La metafora della vita vera, con le contraddizioni dell’uomo. Le contraddizioni di tutti. Bello.
Ringrazio Comida, Maria Giovanna e Vincenzo Mantovani. Ho letto qualcosa su questo libro e mai mi sono sentita così convinta di averlo tra le mani. Una copertina completamente nera, può dire molto. E’ come una lingua che pur non avendo l’osso rompe l’osso.Ma, prima ancora di sfogliarlo mi chiedo perchè mai gli uomini abbiano voglia di sentirsi dire quello che in definitiva già sanno e che si identifica con il patrimonio introspettivo del cammino di un essere umano. Forse gli scrittori autentici servono proprio a questo. Far emergere i significati del vissuto di ognuno di noi, comparandoli alla fine di un percorso vitale. La comparazione scaturisce dalla lettura stessa, non sempre è richiesta esplicitamente dall’autore…ma appartiene allo scopo dell’autore. Un libro utile è tale quando porta a pensare e forse lo spettro della Morte è la copertina per eccellenza: ecco perchè in definitiva la sofferenza apre tante porte e riesce a vedere la luce anche oltre il buio di una porta oscura.All’apice della parabola esistenziale, la forza di gravità prorompe su tutte le cose e ti aiuta a fare una completa e definitiva opera di discernimento. E’ permesso parlare di un libro ancor prima di averlo letto? E’ forse questa la misteriosa forza che unisce l’intero patrimonio umano e ci allontana dall’indifferenza? Lo leggerò.
splendido.
Ciao, ma ci conosciamo? molto interessante il tuo blog, tornerò con calma
Mamma mia, mi avete fatto venire una voglia pazza di questo libro. Lo vado a comprare anche se Roth non l’ho mai letto.

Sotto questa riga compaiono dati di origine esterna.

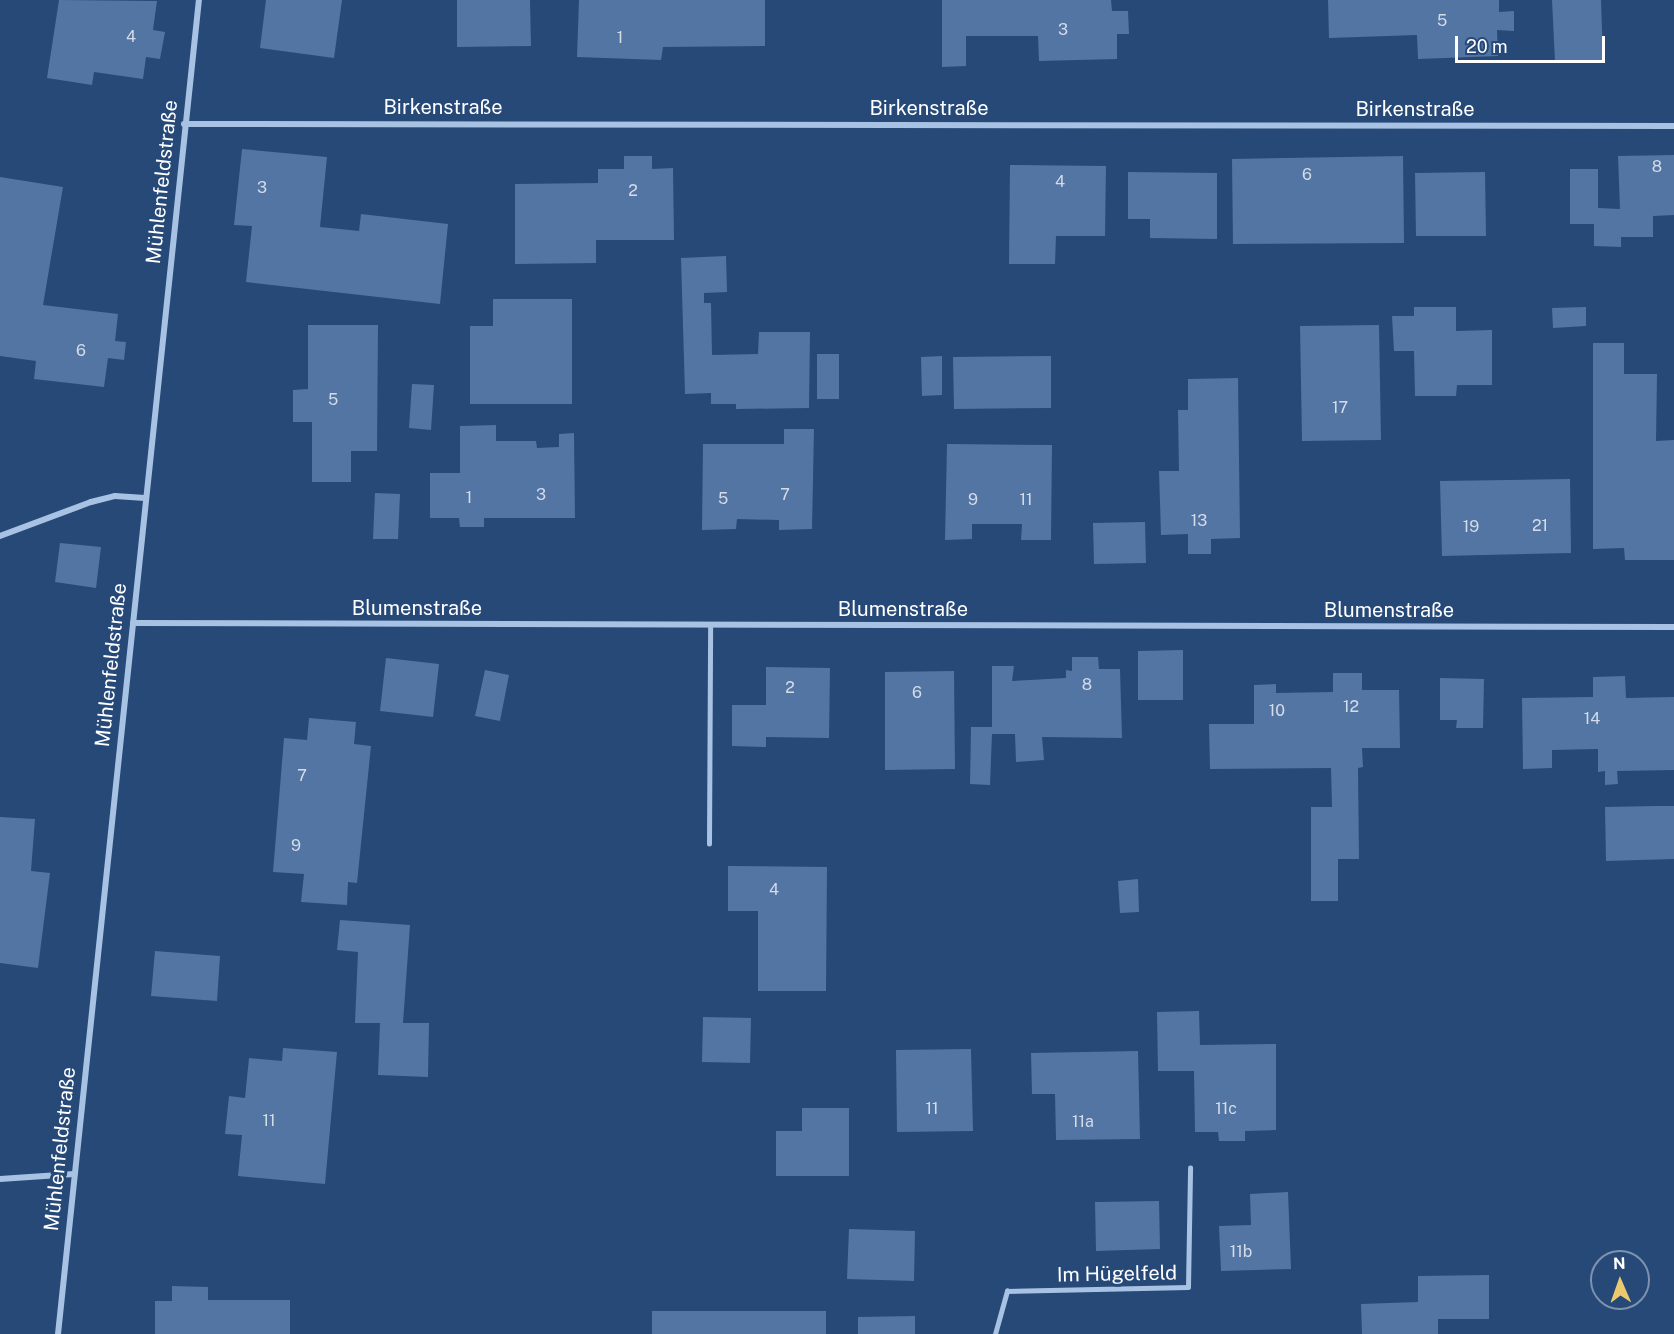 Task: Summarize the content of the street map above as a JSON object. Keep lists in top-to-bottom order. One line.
{"streets":{"street":["Birkenstraße","Mühlenfeldstraße","Blumenstraße"],"lane":["Im Hügelfeld"]},"crossings":[["Birkenstraße","Mühlenfeldstraße"],["Mühlenfeldstraße","Blumenstraße"]],"house_numbers":["5","3","4","1","8","6","4","3","2","6","5","17","3","7","1","5","9","11","13","21","19","8","2","6","12","10","14","7","9","4","11","11c","11","11a","11b"],"scale_bar":"20 m","north":"top"} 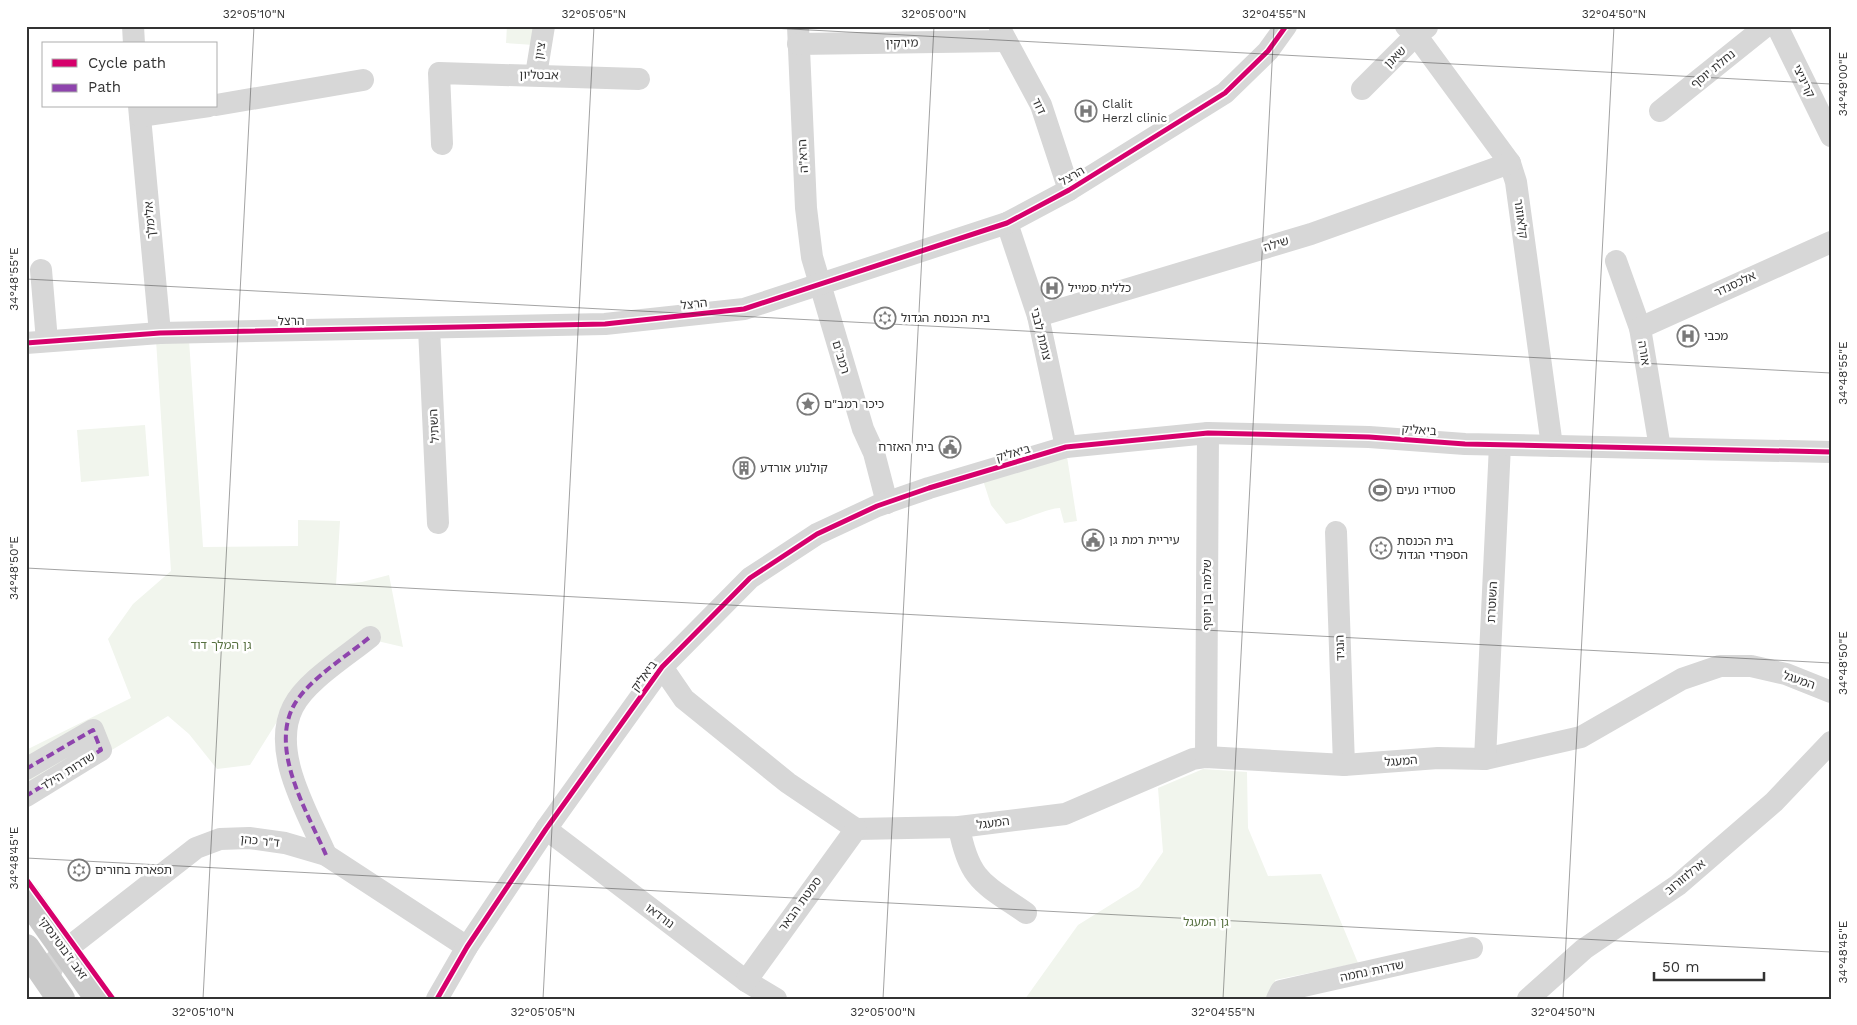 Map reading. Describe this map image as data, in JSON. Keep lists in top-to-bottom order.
{
  "streets": {
    "main road": ["זאב ז'בוטינסקי"],
    "street": [
      "מירקין",
      "ציון",
      "שאנן",
      "נחלת יוסף",
      "אבטליון",
      "קריניצי",
      "דוד",
      "הרא\"ה",
      "הרצל",
      "קלאוזנר",
      "אלימלך",
      "שילה",
      "אלכסנדר",
      "צומת לבבי",
      "אורה",
      "רמב\"ם",
      "השתיל",
      "ביאליק",
      "שלמה בן יוסף",
      "השוטרת",
      "הנגיד",
      "המעגל",
      "שדרות הילד",
      "ד\"ר כהן",
      "ארלוזורוב",
      "סמטת הבאר",
      "נורדאו",
      "שדרות נחמה"
    ]
  },
  "crossings": [
    ["מירקין", "דוד"],
    ["מירקין", "הרא\"ה"],
    ["ציון", "אבטליון"],
    ["שאנן", "קלאוזנר"],
    ["דוד", "הרצל"],
    ["הרא\"ה", "הרצל"],
    ["הרא\"ה", "רמב\"ם"],
    ["הרצל", "אלימלך"],
    ["הרצל", "צומת לבבי"],
    ["הרצל", "רמב\"ם"],
    ["הרצל", "השתיל"],
    ["קלאוזנר", "שילה"],
    ["קלאוזנר", "ביאליק"],
    ["שילה", "צומת לבבי"],
    ["אלכסנדר", "אורה"],
    ["צומת לבבי", "ביאליק"],
    ["אורה", "ביאליק"],
    ["רמב\"ם", "ביאליק"],
    ["ביאליק", "שלמה בן יוסף"],
    ["ביאליק", "השוטרת"],
    ["ביאליק", "ד\"ר כהן"],
    ["ביאליק", "נורדאו"],
    ["שלמה בן יוסף", "המעגל"],
    ["השוטרת", "המעגל"],
    ["הנגיד", "המעגל"],
    ["המעגל", "סמטת הבאר"],
    ["ד\"ר כהן", "זאב ז'בוטינסקי"],
    ["סמטת הבאר", "נורדאו"]
  ],
  "parks": ["גן המלך דוד", "גן המעגל"],
  "places": {
    "hospital": ["Clalit Herzl clinic", "כללית סמייל", "מכבי"],
    "synagogue": ["בית הכנסת הגדול", "בית הכנסת הספרדי הגדול", "תפארת בחורים"],
    "place": ["כיכר רמב\"ם"],
    "public building": ["בית האזרח", "עיריית רמת גן"],
    "building": ["קולנוע אורדע"],
    "sports": ["סטודיו נעים"]
  },
  "legend": ["Cycle path", "Path"],
  "scale_bar": "50 m",
  "coordinates": [
    "32°05'10\"N",
    "32°05'05\"N",
    "32°05'00\"N",
    "32°04'55\"N",
    "32°04'50\"N",
    "34°49'00\"E",
    "34°48'55\"E",
    "34°48'50\"E",
    "34°48'45\"E"
  ]
}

Se non mi dovesse piacere chiederò il rimborso a Massimo Maugeri e a Luciano Comida. Fifty fifty…
Mi sento di condividere in pieno l’opinione di Luciano Comida.
Ho letto il libro. Senz’altro bello. Solo che, dopo aver gustato “Pastorale americana” credo sia impossibile, almeno per me, riconoscere in altri romanzi il Capolavoro.
Domanda a Marvin: uno scrittore può sfornare più di un capolavoro? Io penso di sì. E allora ecco che Philip Roth ne ha creati…quanti?…due?….tre?…Sicuramente Pastorale Americana, ma io direi pure Everyman e il Lamento di Portnoy. E Il Teatro di Sabbath? Dove lo mettiamo?
Insomma, gira e volta, è un grande.
Luciano,in linea di massima ho sempre pensato che più che di grandi scrittori sarebben meglio parlare di grandi libri. Se uno scrittore riesce a scrivere un grande libro allora è un grande scrittore. Su Roth non c’è alcun dubbio. E comunque Pastorale americana è ormai un pezzo importante della storia della letteratura statunitense.
Interessante, questo tema del rapporto tra grandi scrittori e grandi libri.